Os honrados que conheceram o grandioso
Professor Amaro Matias, sabia como o mesmo era observador dos “talentos” que o
rodeavam.
Certo dia, Zezinho, menino negro, alto, que
aos 13 anos de idade perdeu o pai e fora abandonado pela mãe, ouviu o gerente
do setor da Estação da Compesa, o chamar. Quando Zezinho olhou, Pérola Negra
(assim também conhecido, Amaro Matias) ladeava o homem que o chamou.
Zezinho fazia a função de gari e naquele
momento, encontrava-se a beira do Rio Ipojuca.
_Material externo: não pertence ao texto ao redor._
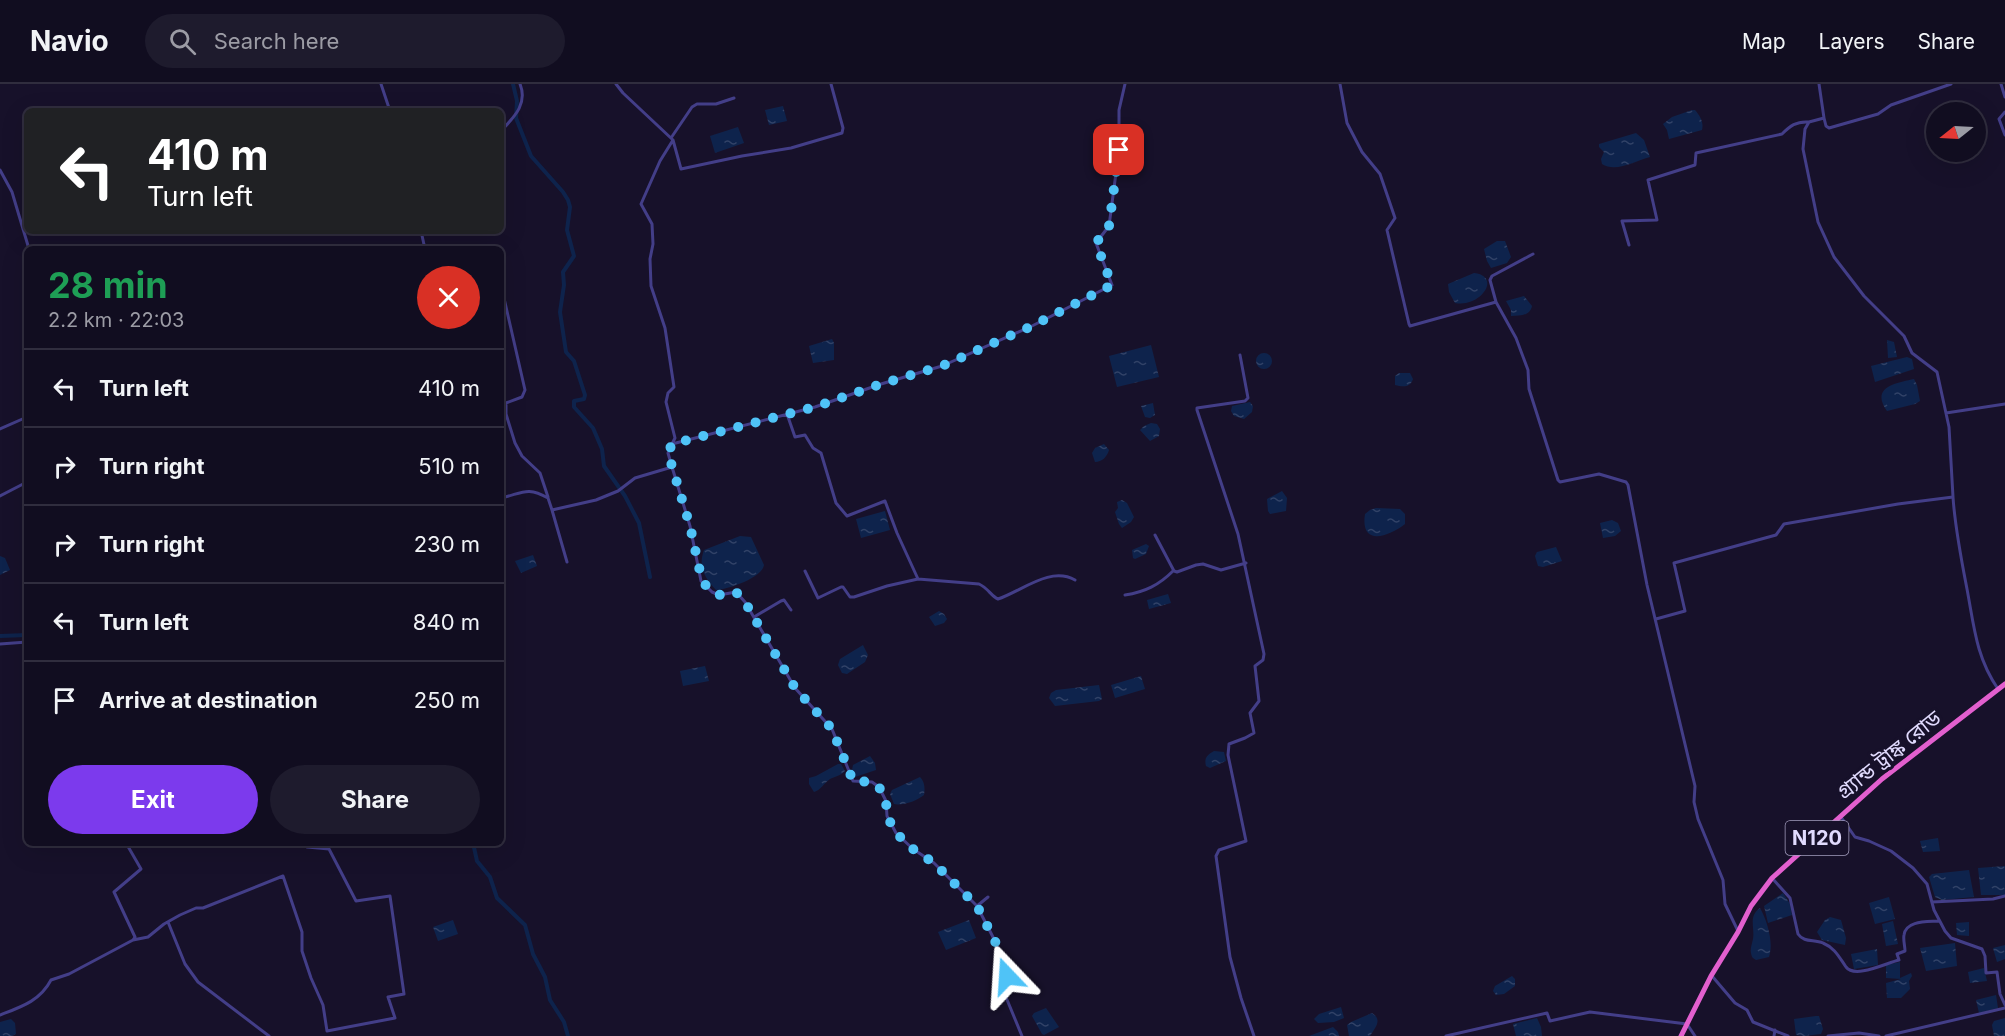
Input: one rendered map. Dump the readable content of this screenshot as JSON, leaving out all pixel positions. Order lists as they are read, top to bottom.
{
  "streets": {
    "highway": ["গ্র্যান্ড ট্রাঙ্ক রোড", "N120"]
  },
  "north": "left",
  "page": {
    "header": "Navio",
    "search": "Search here",
    "nav": ["Map", "Layers", "Share"],
    "turn": ["410 m", "Turn left"],
    "heading": ["28 min", "2.2 km · 22:03"],
    "list": [
      {
        "name": "Turn left",
        "value": "410 m"
      },
      {
        "name": "Turn right",
        "value": "510 m"
      },
      {
        "name": "Turn right",
        "value": "230 m"
      },
      {
        "name": "Turn left",
        "value": "840 m"
      },
      {
        "name": "Arrive at destination",
        "value": "250 m"
      }
    ],
    "buttons": ["Exit", "Share"]
  }
}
Correndo, Zezinho foi ao encontro de gerente
do setor, o qual disse-lhe que o professor Amaro Matias tinha visto suas notas
no Elisete Lopes(Caiucá) que percebeu como ele era desenvolto em redação e
queria conversar com ele.
Disse-lhe o Professor Amaro Matias que
Zezinho era muito talentoso. E para surpresa de Zezinho, Pérola Negra lhe
disse: “Zezinho, gostaria de ir à minha casa ler alguns de meus poemas”? “Posso,
agora não, senhor”! Respondeu Zezinho ao professor.
Insistindo, o professor Amaro Matias, pediu
para o negrinho magrelo, ir à sua casa ao domingo.
Zezinho como aprendera como seu pai, José
Vitorino da Silva, mais conhecido como Pilão da Compesa, era muito pontual. Na
verdade, ficou em frente a casa do professor, esperando o relógio sinalizar 3h
da tarde. Zezinho tinha fome, pois naquele dia não teve almoço em casa.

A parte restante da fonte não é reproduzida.